The Executive Summary Guidelines from the NICHD workshop “Timing of Indicated Late Preterm and Early Term Births” state “it is critical that the totality of the clinical picture be taken into account when deciding the optimal timing of delivery.”10
We strongly believe that knowledge of FLM through amniocentesis, albeit not perfect, nor a guarantee that an infant will not suffer any neonatal morbidity, will help us to better plan deliveries of women with complicated pregnancies and who carry risk, should the pregnancy continue.
1. American College of Obstetricians and Gynecologists. Antepartum fetal surveillance.
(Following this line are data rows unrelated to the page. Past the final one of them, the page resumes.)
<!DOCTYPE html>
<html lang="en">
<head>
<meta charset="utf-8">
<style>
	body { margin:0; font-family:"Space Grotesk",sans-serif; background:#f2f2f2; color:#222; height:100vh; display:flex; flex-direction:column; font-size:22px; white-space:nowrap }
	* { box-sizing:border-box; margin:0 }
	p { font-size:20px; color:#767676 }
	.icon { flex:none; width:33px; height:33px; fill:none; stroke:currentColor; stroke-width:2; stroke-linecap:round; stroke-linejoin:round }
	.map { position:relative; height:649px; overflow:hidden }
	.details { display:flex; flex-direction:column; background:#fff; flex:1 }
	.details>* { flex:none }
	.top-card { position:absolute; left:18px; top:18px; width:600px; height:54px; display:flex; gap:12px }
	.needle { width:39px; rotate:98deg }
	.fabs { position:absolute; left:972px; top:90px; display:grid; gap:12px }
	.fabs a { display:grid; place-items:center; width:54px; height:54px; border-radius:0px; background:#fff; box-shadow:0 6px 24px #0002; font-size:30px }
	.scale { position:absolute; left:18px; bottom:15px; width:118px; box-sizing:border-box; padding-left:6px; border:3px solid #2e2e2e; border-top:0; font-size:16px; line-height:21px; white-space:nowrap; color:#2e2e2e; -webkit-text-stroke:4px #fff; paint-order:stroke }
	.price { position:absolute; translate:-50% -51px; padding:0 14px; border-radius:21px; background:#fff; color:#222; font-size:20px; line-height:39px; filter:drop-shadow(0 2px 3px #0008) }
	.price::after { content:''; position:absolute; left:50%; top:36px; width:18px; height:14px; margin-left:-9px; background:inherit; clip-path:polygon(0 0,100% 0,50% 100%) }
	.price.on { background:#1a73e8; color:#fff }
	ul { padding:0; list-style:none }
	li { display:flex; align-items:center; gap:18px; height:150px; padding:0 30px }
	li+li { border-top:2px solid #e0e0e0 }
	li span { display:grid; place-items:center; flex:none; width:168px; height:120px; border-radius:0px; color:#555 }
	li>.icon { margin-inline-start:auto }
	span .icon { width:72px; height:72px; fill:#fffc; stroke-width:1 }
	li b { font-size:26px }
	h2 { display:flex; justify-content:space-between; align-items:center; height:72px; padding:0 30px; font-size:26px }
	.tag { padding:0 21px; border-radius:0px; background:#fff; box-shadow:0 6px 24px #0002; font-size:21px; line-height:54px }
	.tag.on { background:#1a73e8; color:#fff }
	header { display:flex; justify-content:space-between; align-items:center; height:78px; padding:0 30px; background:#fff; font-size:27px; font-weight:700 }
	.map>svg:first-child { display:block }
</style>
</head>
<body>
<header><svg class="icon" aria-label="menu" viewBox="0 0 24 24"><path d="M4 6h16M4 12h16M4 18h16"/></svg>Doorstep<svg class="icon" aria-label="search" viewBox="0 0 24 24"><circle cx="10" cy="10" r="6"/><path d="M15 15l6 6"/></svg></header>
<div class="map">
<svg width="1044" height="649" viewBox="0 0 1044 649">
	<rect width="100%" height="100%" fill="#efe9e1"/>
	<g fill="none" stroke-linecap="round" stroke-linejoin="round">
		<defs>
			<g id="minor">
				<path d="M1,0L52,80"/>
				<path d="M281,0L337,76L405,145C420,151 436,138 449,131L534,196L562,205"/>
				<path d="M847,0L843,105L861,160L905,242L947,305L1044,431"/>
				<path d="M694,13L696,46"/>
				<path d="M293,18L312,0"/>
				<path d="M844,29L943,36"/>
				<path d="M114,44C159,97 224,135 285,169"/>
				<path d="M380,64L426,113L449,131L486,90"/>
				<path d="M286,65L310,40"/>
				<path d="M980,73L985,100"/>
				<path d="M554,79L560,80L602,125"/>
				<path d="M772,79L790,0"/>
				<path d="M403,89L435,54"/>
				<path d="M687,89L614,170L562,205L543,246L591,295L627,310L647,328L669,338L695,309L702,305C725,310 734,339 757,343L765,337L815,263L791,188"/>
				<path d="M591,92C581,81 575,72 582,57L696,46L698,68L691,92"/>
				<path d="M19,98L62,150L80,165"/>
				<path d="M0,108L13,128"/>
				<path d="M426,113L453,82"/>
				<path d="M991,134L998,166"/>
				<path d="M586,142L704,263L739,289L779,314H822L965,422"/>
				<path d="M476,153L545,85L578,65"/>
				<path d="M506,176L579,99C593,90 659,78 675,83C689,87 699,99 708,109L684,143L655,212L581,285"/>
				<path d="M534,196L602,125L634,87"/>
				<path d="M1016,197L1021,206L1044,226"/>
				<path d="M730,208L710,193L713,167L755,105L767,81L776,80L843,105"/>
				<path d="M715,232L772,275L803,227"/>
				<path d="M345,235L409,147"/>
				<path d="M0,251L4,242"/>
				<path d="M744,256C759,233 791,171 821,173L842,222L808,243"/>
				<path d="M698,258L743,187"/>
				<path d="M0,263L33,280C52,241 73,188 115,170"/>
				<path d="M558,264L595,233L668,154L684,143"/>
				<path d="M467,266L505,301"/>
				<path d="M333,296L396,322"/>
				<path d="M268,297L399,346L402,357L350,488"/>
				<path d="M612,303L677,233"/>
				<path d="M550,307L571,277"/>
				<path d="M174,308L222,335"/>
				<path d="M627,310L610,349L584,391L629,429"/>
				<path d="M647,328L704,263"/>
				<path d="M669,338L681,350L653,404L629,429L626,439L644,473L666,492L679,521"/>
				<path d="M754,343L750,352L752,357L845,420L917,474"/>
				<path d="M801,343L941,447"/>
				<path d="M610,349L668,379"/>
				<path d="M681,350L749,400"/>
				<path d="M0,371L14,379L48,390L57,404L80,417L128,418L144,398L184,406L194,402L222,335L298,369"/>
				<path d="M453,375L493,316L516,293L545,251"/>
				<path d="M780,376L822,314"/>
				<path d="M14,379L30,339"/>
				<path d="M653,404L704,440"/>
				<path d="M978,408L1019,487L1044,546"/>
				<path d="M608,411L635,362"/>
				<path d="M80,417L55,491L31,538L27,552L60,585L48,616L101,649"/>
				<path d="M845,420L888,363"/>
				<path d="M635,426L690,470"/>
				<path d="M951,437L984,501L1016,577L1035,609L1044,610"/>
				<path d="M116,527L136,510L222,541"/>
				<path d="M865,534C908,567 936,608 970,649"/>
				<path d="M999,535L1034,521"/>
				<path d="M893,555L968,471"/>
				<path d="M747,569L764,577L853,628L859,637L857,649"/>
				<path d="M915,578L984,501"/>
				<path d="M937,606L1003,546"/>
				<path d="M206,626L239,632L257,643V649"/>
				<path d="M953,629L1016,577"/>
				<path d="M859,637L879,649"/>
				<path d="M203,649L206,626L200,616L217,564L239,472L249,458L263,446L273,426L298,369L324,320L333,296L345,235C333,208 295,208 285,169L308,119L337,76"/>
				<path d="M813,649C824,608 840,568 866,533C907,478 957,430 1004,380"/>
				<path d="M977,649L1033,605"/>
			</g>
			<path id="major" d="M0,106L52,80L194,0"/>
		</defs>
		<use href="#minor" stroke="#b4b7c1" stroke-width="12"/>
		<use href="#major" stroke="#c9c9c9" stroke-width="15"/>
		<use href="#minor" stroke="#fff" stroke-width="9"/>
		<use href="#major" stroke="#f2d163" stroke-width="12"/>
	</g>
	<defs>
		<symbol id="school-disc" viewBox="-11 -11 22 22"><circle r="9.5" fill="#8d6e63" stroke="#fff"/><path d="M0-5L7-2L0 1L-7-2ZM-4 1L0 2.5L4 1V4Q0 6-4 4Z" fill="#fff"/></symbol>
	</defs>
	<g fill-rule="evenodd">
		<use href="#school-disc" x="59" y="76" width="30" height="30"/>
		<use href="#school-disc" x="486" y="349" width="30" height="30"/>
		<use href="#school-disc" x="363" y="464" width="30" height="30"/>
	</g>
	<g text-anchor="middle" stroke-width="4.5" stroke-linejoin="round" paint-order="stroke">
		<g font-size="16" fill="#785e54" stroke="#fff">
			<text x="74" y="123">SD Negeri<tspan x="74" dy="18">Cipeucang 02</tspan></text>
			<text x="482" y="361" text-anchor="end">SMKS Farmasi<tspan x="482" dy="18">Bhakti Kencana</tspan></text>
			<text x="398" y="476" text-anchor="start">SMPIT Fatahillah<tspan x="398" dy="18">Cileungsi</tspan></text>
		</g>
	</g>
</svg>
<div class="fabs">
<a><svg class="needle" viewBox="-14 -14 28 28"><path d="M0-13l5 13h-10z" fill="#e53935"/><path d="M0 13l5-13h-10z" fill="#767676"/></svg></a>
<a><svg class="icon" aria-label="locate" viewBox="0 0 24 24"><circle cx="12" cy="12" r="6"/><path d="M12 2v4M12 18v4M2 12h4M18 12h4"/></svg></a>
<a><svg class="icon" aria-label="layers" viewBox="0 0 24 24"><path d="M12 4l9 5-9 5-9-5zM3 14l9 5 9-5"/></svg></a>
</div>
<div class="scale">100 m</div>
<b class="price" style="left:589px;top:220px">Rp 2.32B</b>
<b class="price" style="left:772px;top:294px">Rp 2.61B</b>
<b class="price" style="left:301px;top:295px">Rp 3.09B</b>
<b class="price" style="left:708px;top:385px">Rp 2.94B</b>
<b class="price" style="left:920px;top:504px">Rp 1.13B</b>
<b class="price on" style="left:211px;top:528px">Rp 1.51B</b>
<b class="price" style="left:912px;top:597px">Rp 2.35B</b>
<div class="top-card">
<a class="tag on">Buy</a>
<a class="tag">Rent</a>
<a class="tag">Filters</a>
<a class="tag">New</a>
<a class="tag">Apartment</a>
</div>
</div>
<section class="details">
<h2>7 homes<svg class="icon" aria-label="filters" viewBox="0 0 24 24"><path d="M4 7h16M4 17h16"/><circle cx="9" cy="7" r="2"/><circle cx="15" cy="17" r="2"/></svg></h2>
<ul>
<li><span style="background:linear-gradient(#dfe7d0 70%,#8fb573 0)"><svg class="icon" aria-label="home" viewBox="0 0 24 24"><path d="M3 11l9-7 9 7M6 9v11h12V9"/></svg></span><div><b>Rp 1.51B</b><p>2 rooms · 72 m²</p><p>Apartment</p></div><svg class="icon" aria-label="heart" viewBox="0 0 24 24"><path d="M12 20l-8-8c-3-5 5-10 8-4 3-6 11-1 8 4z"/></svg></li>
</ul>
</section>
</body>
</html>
ACOG Practice Bulletin no. 145. July 2014.
2. American College of Obstetricians and Gynecologists. ACOG Committee Opinion no. 560. Medically Indicated late-preterm and early-term deliveries. Obstet Gynecol. 2013;121:908–910.
3. Bates E, Rouse DJ , Mann ML, Chapman V, Carlo WA, Tita ATN. Neonatal outcomes after demonstrated fetal lung maturity before 39 weeks of gestation. Obstet Gynecol. 2010;116:1288–1295.
4. Kamath BD, Marcotte MP, DeFranco EA. Neonatal morbidity after documented fetal lung maturity in late preterm and early term infants. Am J Obstet Gynecol. 2012;207:222.e1–4.
5. Besnard AE, Wirjosoekarto SA, Broeze KA, Opmeer BC, Mol BW. Lecithin/sphingomyelin ratio and lamellar body count for fetal lung maturity: a meta-analysis. Eur J Obstet Gynecol Reprod Biol. 2013 169:177–183.
6. Stotland N, Lipshitz L, Caughey A. Delivery strategies for women with a previous classical cesarean delivery: a decision analysis. Am J Obstet Gynecol. 2002;187:1203–1208.
7. Neerhof MG. Haney EI, Silver RK, Ashwood ER, Lee I-S, Piazze JJ. Lamellar body counts compared with traditional phospholipid analysis as an assay for evaluating fetal lung maturity. Obstet Gynecol. 2001;97;305–309.
8. Towers CV, Freeman RK, Nageotte MP, Garite TJ, Lewis DF, Quilligan EJ et al. The case for amniocentesis for fetal lung maturity in late-preterm and early-term gestations. Am J Obstet Gynecol. 2014; 210: 95–96.
9. Hodor JG, Poggi SH, Spong CY, et al. Risk of third-trimester amniocentesis: a case-control study. Am J Perinatol. 2006 Apr;23(3):177–180.
10. Spong CY, Mercer BM, D’Alton M, Kilpatrick S, Blackwell S, Saade G. Timing of indicated late-preterm and early-term birth. Obstet Gynecol. 2011;118:323–333.